Be that as it may, for whatever reason - very, very much against the odds - this particular MMO is still plugging away. When you consider what's just happened to Marvel Heroes, which had both one of the entertainment industry's biggest IP's and the backing of one of it's largest companies behind it, you have to take off your hat to Poland's Drago Entertainment just for keeping on keeping on.
I'm not sure I'll be playing Otherland any more after this. There are a lot of MMOs and only so much time. On the other hand I'm definitely not saying I won't. I said that before and look where it got me.

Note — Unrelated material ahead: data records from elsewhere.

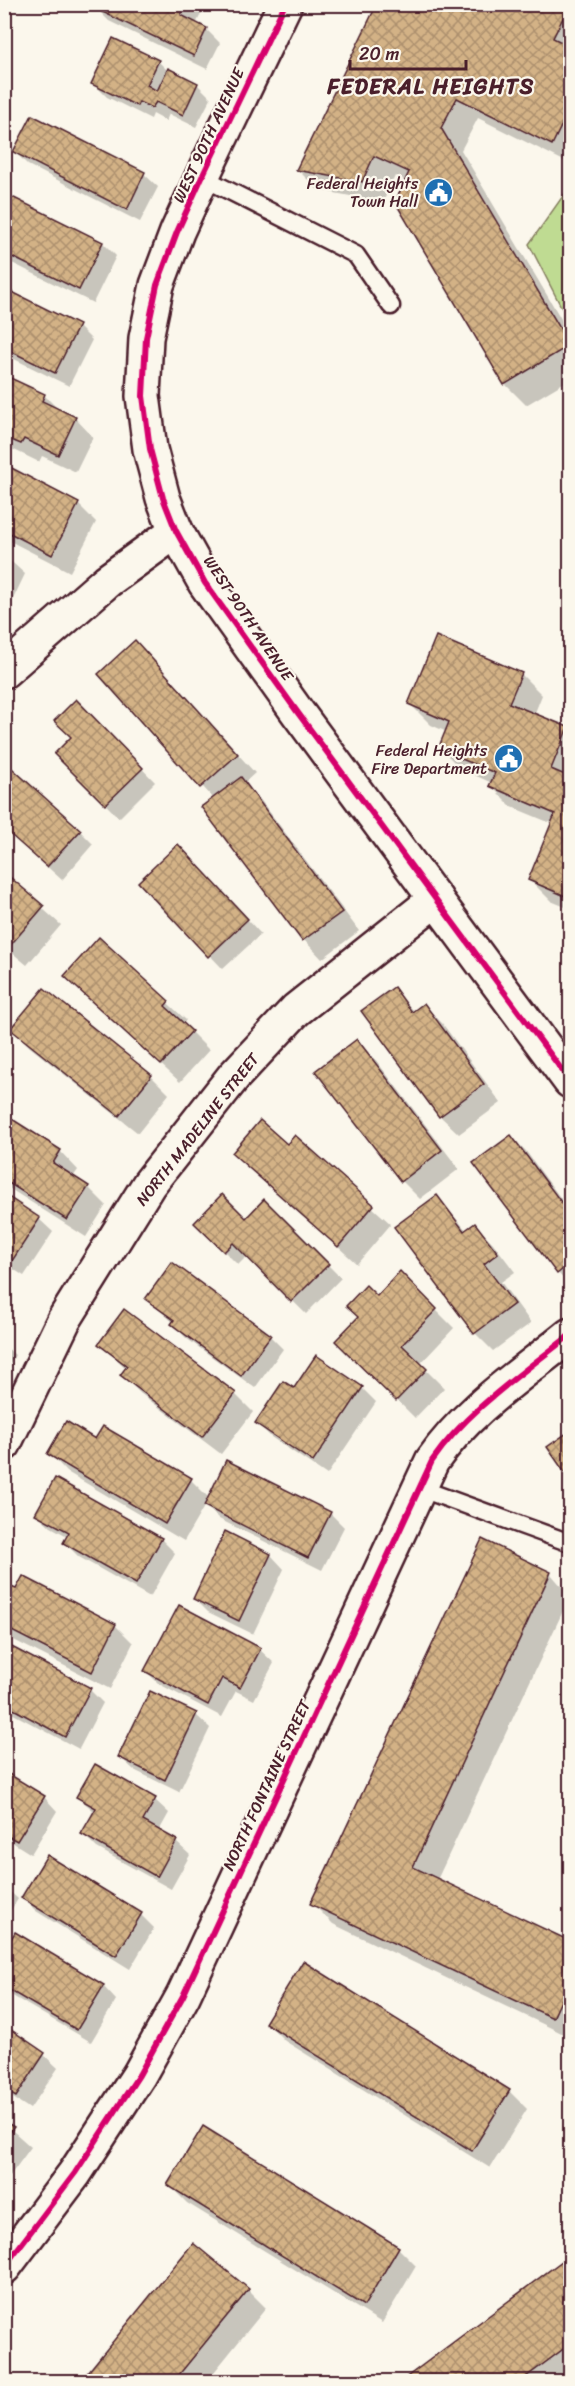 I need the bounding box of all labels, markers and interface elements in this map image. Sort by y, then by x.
scale bar [350,33,466,71]
text: 20 m [359,38,399,70]
street label: WEST 90TH AVENUE [164,62,253,208]
district label: FEDERAL HEIGHTS [326,67,535,106]
place label: Federal Heights Town Hall [307,169,419,216]
public building icon: Federal Heights Town Hall [423,176,455,208]
street label: WEST 90TH AVENUE [196,549,302,688]
place label: Federal Heights Fire Department [371,736,488,783]
public building icon: Federal Heights Fire Department [492,743,524,775]
street label: NORTH MADELINE STREET [128,1045,267,1212]
street label: NORTH FONTAINE STREET [214,1694,319,1876]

Hmm. Since TSW gave us the one finger salute a while ago and my MMO diet at the moment thus is cut down to fantasy only, i very much appreciate your article about this game.
ReplyDeleteWithout testing it yet, just based on what you write, it might have a chance to get my new home for a non-fantasy world.
I wouldn't hold out too much hope but it's definitely worth a look. I don't know how deep the content goes yet but at least there's a team actively working on it now.